RECORDS TO PROCESS START

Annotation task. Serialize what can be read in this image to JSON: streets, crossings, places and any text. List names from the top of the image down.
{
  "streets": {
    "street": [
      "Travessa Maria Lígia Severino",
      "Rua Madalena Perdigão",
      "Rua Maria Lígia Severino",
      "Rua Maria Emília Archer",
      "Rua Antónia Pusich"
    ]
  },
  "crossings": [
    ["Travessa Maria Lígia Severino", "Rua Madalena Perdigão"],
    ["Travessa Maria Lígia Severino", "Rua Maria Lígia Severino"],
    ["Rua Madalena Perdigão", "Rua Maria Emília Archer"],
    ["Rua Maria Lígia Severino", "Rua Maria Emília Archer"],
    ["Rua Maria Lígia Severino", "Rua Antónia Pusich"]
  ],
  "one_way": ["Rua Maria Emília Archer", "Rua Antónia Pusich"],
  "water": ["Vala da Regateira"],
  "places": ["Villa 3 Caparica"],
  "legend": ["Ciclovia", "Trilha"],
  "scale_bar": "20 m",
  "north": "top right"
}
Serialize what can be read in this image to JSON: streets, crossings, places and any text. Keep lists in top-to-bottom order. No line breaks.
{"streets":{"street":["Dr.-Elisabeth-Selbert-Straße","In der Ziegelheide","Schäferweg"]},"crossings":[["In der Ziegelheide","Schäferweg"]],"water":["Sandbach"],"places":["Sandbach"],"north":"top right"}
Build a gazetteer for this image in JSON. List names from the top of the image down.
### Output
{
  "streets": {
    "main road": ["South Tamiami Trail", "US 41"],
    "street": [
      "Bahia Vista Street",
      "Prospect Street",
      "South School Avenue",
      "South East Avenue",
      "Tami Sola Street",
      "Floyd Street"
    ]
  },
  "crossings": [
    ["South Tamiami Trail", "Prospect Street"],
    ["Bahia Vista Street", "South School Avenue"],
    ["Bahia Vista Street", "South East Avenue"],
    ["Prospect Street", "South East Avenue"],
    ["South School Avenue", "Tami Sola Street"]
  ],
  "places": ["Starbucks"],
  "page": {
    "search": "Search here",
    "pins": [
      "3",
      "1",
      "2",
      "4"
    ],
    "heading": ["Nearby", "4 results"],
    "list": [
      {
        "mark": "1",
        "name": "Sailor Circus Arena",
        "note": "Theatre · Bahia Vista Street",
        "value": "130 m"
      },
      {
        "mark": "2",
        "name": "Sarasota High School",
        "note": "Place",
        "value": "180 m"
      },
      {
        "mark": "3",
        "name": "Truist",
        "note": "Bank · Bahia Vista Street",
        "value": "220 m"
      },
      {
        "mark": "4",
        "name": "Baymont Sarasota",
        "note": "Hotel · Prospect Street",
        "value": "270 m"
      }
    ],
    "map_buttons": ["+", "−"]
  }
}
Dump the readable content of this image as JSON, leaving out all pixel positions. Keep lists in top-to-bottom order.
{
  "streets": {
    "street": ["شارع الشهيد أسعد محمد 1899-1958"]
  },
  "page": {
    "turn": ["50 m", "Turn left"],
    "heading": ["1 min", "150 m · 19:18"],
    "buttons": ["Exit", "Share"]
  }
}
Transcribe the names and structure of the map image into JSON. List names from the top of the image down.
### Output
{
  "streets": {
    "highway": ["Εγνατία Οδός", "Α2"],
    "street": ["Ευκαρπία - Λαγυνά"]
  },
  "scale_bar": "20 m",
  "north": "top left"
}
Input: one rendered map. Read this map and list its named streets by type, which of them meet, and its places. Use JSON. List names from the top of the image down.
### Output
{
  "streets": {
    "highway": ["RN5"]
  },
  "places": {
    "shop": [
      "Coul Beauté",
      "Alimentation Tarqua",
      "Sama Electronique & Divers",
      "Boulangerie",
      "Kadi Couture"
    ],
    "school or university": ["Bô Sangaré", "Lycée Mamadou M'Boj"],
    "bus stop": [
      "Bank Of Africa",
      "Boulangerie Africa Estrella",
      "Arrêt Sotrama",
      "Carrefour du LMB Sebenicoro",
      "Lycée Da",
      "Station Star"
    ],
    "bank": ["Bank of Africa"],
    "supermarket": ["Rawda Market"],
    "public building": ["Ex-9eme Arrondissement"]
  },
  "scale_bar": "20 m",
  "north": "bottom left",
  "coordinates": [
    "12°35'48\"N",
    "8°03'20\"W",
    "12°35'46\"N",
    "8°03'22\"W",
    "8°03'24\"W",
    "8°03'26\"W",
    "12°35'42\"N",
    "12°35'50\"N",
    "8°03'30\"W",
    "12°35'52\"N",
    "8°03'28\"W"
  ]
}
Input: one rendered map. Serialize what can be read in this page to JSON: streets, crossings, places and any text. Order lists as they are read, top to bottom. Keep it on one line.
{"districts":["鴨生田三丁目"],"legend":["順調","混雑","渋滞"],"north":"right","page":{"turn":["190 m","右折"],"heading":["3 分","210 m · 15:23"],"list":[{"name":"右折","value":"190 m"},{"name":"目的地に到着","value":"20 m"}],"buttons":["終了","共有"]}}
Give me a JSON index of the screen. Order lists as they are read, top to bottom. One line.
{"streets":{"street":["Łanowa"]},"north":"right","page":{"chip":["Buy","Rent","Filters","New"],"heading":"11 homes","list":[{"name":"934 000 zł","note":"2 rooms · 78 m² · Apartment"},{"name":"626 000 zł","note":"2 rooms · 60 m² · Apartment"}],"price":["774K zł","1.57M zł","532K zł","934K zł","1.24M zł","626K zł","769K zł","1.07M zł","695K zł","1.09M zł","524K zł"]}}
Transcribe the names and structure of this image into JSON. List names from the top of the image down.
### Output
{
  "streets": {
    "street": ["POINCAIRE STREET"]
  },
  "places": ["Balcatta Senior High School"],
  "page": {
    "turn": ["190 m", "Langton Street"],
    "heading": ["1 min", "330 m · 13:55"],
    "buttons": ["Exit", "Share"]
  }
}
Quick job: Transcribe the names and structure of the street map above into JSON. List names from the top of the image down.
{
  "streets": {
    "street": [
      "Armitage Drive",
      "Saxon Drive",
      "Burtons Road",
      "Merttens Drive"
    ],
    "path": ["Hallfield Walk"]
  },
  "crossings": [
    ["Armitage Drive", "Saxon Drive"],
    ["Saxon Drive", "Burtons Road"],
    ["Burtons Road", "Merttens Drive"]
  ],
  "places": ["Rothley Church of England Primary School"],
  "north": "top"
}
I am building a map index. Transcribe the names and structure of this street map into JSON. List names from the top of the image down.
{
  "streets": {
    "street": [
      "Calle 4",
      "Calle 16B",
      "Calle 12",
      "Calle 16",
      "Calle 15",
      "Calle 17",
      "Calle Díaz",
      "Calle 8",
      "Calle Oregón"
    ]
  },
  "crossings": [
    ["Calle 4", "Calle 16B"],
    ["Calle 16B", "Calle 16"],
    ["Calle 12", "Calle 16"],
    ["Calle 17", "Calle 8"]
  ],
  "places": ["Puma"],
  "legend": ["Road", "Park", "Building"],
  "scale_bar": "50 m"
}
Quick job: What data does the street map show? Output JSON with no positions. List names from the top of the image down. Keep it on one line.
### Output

RECORDS TO PROCESS END

**WORK ORDER:** Look back at the records above. Repeat all of them exactly.

**ANSWER TO THIS EXERCISE:**
Annotation task. Serialize what can be read in this image to JSON: streets, crossings, places and any text. List names from the top of the image down.
{
  "streets": {
    "street": [
      "Travessa Maria Lígia Severino",
      "Rua Madalena Perdigão",
      "Rua Maria Lígia Severino",
      "Rua Maria Emília Archer",
      "Rua Antónia Pusich"
    ]
  },
  "crossings": [
    ["Travessa Maria Lígia Severino", "Rua Madalena Perdigão"],
    ["Travessa Maria Lígia Severino", "Rua Maria Lígia Severino"],
    ["Rua Madalena Perdigão", "Rua Maria Emília Archer"],
    ["Rua Maria Lígia Severino", "Rua Maria Emília Archer"],
    ["Rua Maria Lígia Severino", "Rua Antónia Pusich"]
  ],
  "one_way": ["Rua Maria Emília Archer", "Rua Antónia Pusich"],
  "water": ["Vala da Regateira"],
  "places": ["Villa 3 Caparica"],
  "legend": ["Ciclovia", "Trilha"],
  "scale_bar": "20 m",
  "north": "top right"
}
Serialize what can be read in this image to JSON: streets, crossings, places and any text. Keep lists in top-to-bottom order. No line breaks.
{"streets":{"street":["Dr.-Elisabeth-Selbert-Straße","In der Ziegelheide","Schäferweg"]},"crossings":[["In der Ziegelheide","Schäferweg"]],"water":["Sandbach"],"places":["Sandbach"],"north":"top right"}
Build a gazetteer for this image in JSON. List names from the top of the image down.
### Output
{
  "streets": {
    "main road": ["South Tamiami Trail", "US 41"],
    "street": [
      "Bahia Vista Street",
      "Prospect Street",
      "South School Avenue",
      "South East Avenue",
      "Tami Sola Street",
      "Floyd Street"
    ]
  },
  "crossings": [
    ["South Tamiami Trail", "Prospect Street"],
    ["Bahia Vista Street", "South School Avenue"],
    ["Bahia Vista Street", "South East Avenue"],
    ["Prospect Street", "South East Avenue"],
    ["South School Avenue", "Tami Sola Street"]
  ],
  "places": ["Starbucks"],
  "page": {
    "search": "Search here",
    "pins": [
      "3",
      "1",
      "2",
      "4"
    ],
    "heading": ["Nearby", "4 results"],
    "list": [
      {
        "mark": "1",
        "name": "Sailor Circus Arena",
        "note": "Theatre · Bahia Vista Street",
        "value": "130 m"
      },
      {
        "mark": "2",
        "name": "Sarasota High School",
        "note": "Place",
        "value": "180 m"
      },
      {
        "mark": "3",
        "name": "Truist",
        "note": "Bank · Bahia Vista Street",
        "value": "220 m"
      },
      {
        "mark": "4",
        "name": "Baymont Sarasota",
        "note": "Hotel · Prospect Street",
        "value": "270 m"
      }
    ],
    "map_buttons": ["+", "−"]
  }
}
Dump the readable content of this image as JSON, leaving out all pixel positions. Keep lists in top-to-bottom order.
{
  "streets": {
    "street": ["شارع الشهيد أسعد محمد 1899-1958"]
  },
  "page": {
    "turn": ["50 m", "Turn left"],
    "heading": ["1 min", "150 m · 19:18"],
    "buttons": ["Exit", "Share"]
  }
}
Transcribe the names and structure of the map image into JSON. List names from the top of the image down.
### Output
{
  "streets": {
    "highway": ["Εγνατία Οδός", "Α2"],
    "street": ["Ευκαρπία - Λαγυνά"]
  },
  "scale_bar": "20 m",
  "north": "top left"
}
Input: one rendered map. Read this map and list its named streets by type, which of them meet, and its places. Use JSON. List names from the top of the image down.
### Output
{
  "streets": {
    "highway": ["RN5"]
  },
  "places": {
    "shop": [
      "Coul Beauté",
      "Alimentation Tarqua",
      "Sama Electronique & Divers",
      "Boulangerie",
      "Kadi Couture"
    ],
    "school or university": ["Bô Sangaré", "Lycée Mamadou M'Boj"],
    "bus stop": [
      "Bank Of Africa",
      "Boulangerie Africa Estrella",
      "Arrêt Sotrama",
      "Carrefour du LMB Sebenicoro",
      "Lycée Da",
      "Station Star"
    ],
    "bank": ["Bank of Africa"],
    "supermarket": ["Rawda Market"],
    "public building": ["Ex-9eme Arrondissement"]
  },
  "scale_bar": "20 m",
  "north": "bottom left",
  "coordinates": [
    "12°35'48\"N",
    "8°03'20\"W",
    "12°35'46\"N",
    "8°03'22\"W",
    "8°03'24\"W",
    "8°03'26\"W",
    "12°35'42\"N",
    "12°35'50\"N",
    "8°03'30\"W",
    "12°35'52\"N",
    "8°03'28\"W"
  ]
}
Input: one rendered map. Serialize what can be read in this page to JSON: streets, crossings, places and any text. Order lists as they are read, top to bottom. Keep it on one line.
{"districts":["鴨生田三丁目"],"legend":["順調","混雑","渋滞"],"north":"right","page":{"turn":["190 m","右折"],"heading":["3 分","210 m · 15:23"],"list":[{"name":"右折","value":"190 m"},{"name":"目的地に到着","value":"20 m"}],"buttons":["終了","共有"]}}
Give me a JSON index of the screen. Order lists as they are read, top to bottom. One line.
{"streets":{"street":["Łanowa"]},"north":"right","page":{"chip":["Buy","Rent","Filters","New"],"heading":"11 homes","list":[{"name":"934 000 zł","note":"2 rooms · 78 m² · Apartment"},{"name":"626 000 zł","note":"2 rooms · 60 m² · Apartment"}],"price":["774K zł","1.57M zł","532K zł","934K zł","1.24M zł","626K zł","769K zł","1.07M zł","695K zł","1.09M zł","524K zł"]}}
Transcribe the names and structure of this image into JSON. List names from the top of the image down.
### Output
{
  "streets": {
    "street": ["POINCAIRE STREET"]
  },
  "places": ["Balcatta Senior High School"],
  "page": {
    "turn": ["190 m", "Langton Street"],
    "heading": ["1 min", "330 m · 13:55"],
    "buttons": ["Exit", "Share"]
  }
}
Quick job: Transcribe the names and structure of the street map above into JSON. List names from the top of the image down.
{
  "streets": {
    "street": [
      "Armitage Drive",
      "Saxon Drive",
      "Burtons Road",
      "Merttens Drive"
    ],
    "path": ["Hallfield Walk"]
  },
  "crossings": [
    ["Armitage Drive", "Saxon Drive"],
    ["Saxon Drive", "Burtons Road"],
    ["Burtons Road", "Merttens Drive"]
  ],
  "places": ["Rothley Church of England Primary School"],
  "north": "top"
}
I am building a map index. Transcribe the names and structure of this street map into JSON. List names from the top of the image down.
{
  "streets": {
    "street": [
      "Calle 4",
      "Calle 16B",
      "Calle 12",
      "Calle 16",
      "Calle 15",
      "Calle 17",
      "Calle Díaz",
      "Calle 8",
      "Calle Oregón"
    ]
  },
  "crossings": [
    ["Calle 4", "Calle 16B"],
    ["Calle 16B", "Calle 16"],
    ["Calle 12", "Calle 16"],
    ["Calle 17", "Calle 8"]
  ],
  "places": ["Puma"],
  "legend": ["Road", "Park", "Building"],
  "scale_bar": "50 m"
}
Quick job: What data does the street map show? Output JSON with no positions. List names from the top of the image down. Keep it on one line.
### Output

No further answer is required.